犠牲者への哀悼、無碍に財産や安全を奪われた人々への同情、暴力反対の思いは大切だ。だが大局的には、中国の野心を正しく理解すべきだろう。中国がソロモン諸島に執着するのは、太平洋における米軍プレゼンス排除、という野望があるからだ。米国と拮抗してG2(米中2極)体制という新たな国際社会の枠組を打ち立てるために、まず米軍プレゼンスをアジアから排除し、次に太平洋の真ん中、ハワイあたりを境界線にして米軍を押し出したい。ハワイを境に、東が中華秩序・人民元基軸、西が米国秩序・ドル基軸で肩を並べて世界を支配しよう、というわけだ。
そのために必要なのは、第一列島線の要にある台湾を中国の一部にしてしまうこと、同時に、韓国や日本から米軍を撤退させ、グアムあたりに下がらせる。そこから太平洋の取り合いになるのだが、やはりその要は、パプアニューギニアやバヌアツ、フィジーやソロモン諸島あたりとなる。ここに中国の軍事基地を設置できれば、太平洋の真ん中で米中が渡り合える。
このあたりは米軍の直接のプレゼンスが及びにくい軍事空白地、かわりに米同盟国のオーストラリアが睨みを利かしているはず・・・だったが、オーストラリア議会がやはりチャイナマネーに毒され、「サイレント・インベーション」(静かな侵略)されていたと話題になったのが2018年だ。
つまり中国は、南太平洋の台湾の友好国に対し、資金とマンパワー(中国移民)の持ち込みによって事実上の経済支配と政治干渉を静かに行い、その国にもとからあった内政の対立や分断を利用して、中国にとって有利な形に政治や世論を誘導していこう、というわけだ。
野党代表、マシュー・ワレは今回の件について、「政府は中国の既得権益の捕虜となり傀儡となっている」と批判している。
日本も油断は禁物
中国の台湾併合は、歴史的悲願、領土拡張の野望といった部分だけでなく、例えば世界半導体産業の行方を左右する台湾企業「TSMC」やその他の先端技術を擁する企業の併呑による中国の半導体国産化という野望の近道でもある。台湾問題は、“パクス・シニカ”(中華治世)が実現するか否かのカギとなるテーマだと思ってほしい。
そして、今回のソロモン諸島で起きた暴乱に限らず、中台外交戦、米中の対立構造がいたるところで影響を与えている。ホンジュラスの親中派大統領誕生も、リトアニアの台湾接近も、そうした国際外交バトルが影響している。

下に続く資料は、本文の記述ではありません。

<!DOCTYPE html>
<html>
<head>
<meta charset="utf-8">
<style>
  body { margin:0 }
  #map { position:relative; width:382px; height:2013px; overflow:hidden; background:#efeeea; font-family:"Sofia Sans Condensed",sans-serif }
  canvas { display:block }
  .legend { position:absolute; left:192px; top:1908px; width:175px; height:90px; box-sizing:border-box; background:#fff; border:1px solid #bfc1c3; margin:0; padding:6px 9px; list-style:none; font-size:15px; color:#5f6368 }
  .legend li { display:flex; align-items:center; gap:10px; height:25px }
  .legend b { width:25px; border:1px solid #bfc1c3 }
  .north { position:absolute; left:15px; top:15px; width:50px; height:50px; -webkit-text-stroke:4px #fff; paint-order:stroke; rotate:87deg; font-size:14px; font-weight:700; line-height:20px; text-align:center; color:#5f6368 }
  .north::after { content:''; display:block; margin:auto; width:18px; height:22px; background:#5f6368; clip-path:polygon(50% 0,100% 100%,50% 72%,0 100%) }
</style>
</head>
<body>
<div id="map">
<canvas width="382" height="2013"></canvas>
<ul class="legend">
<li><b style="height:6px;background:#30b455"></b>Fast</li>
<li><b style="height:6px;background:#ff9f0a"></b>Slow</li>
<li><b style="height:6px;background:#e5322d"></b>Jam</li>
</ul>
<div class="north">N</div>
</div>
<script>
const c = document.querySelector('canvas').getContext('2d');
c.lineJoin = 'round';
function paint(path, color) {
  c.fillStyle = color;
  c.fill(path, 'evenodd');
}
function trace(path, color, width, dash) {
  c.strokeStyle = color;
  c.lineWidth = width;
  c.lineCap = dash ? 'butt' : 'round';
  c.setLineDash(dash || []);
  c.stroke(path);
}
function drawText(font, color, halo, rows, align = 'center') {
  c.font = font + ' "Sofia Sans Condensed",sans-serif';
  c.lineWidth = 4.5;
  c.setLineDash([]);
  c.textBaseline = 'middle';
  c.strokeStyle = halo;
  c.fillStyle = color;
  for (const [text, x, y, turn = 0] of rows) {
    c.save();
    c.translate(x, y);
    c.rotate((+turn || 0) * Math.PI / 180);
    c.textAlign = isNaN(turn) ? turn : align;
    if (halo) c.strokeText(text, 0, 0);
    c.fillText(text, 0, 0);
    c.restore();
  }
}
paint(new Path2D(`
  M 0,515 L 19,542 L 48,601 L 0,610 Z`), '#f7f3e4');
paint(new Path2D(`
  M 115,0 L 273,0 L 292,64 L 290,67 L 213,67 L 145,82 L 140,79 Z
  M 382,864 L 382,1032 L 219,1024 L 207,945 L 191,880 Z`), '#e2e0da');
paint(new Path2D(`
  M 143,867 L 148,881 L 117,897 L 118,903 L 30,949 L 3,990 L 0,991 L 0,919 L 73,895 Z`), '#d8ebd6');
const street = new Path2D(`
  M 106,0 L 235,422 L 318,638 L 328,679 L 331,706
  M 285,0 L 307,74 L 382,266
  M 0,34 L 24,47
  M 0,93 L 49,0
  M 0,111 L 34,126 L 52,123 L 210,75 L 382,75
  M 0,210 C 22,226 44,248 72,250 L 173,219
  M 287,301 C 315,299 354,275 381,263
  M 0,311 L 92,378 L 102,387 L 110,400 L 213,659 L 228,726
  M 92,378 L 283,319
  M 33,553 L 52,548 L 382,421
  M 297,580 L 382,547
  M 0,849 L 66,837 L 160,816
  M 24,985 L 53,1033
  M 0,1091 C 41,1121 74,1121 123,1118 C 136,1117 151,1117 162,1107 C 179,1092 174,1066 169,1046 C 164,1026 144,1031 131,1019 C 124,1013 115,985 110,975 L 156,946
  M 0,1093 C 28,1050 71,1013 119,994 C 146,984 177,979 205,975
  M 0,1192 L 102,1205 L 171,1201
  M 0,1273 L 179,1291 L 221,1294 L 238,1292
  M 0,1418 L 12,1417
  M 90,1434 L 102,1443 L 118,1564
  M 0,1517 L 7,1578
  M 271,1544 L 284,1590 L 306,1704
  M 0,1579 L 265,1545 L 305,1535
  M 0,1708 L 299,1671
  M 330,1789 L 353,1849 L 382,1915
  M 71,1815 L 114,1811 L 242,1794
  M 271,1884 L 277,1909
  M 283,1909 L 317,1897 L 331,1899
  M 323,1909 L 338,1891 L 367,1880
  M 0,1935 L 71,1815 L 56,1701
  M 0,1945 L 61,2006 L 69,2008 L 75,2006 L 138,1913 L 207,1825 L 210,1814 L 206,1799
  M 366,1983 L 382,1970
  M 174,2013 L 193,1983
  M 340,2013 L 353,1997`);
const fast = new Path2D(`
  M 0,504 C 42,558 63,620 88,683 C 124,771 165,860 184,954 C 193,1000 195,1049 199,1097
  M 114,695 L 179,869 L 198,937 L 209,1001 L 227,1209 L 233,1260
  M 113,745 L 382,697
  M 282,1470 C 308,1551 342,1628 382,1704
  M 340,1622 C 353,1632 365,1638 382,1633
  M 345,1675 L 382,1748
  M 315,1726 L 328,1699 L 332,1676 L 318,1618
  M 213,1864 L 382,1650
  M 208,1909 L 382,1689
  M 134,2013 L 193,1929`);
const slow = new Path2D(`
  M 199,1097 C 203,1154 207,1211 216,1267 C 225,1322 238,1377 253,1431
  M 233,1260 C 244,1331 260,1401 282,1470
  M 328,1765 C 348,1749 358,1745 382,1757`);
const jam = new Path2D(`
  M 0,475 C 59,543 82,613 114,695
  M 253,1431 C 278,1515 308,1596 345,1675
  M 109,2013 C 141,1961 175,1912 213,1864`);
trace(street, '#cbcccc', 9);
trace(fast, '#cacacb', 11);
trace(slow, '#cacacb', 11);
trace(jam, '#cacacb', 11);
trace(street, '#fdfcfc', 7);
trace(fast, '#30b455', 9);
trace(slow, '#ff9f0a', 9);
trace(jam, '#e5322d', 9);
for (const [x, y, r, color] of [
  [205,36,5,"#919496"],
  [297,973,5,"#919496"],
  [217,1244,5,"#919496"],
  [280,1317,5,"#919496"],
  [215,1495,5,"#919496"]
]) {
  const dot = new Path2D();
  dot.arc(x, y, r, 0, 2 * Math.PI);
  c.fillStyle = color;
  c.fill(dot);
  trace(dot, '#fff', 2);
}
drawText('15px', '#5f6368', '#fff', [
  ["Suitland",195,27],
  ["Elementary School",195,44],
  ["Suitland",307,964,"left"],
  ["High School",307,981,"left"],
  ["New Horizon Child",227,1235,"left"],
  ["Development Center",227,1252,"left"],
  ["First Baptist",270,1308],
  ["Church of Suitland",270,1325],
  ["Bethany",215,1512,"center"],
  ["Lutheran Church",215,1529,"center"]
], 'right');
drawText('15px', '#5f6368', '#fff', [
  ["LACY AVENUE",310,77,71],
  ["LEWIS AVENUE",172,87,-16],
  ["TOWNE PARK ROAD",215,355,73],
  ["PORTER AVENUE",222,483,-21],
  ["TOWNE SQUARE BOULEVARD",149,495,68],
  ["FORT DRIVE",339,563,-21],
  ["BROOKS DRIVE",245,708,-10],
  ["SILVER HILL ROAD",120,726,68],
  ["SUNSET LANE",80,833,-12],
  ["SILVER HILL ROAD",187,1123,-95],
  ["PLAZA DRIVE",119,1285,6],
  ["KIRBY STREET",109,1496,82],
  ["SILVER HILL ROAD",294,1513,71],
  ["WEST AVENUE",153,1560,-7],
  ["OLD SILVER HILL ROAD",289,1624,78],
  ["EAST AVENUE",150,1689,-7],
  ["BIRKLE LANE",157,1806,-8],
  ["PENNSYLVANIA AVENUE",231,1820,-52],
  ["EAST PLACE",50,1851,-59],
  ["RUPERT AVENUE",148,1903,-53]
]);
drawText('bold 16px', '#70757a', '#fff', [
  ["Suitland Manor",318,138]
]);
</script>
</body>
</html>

内政に不安があったり、諸民族や社会階層の分断が深刻であったりする国ほど影響を受けやすいが、平和で安定していると安心しきっている日本でも、これだけ隣人や社会の中枢に中国人が増えているのだ、いつ、どういう形で思わぬ分断や対立や暴力を引き起こされるかわからない。だからといって、中国人排除ということになれば、それこそ社会分断を目論みている輩を喜ばせる。
気に留めるべきは、自分たちがどういう社会で生きていたいかを、きちんと意識することだ。自由と民主の価値観を貴ぶ国際社会の枠組みを維持したいなら、台湾の民主を守り切れるかどうか、そのために私たちは何をすべきか、何ができるかを考えておきたい。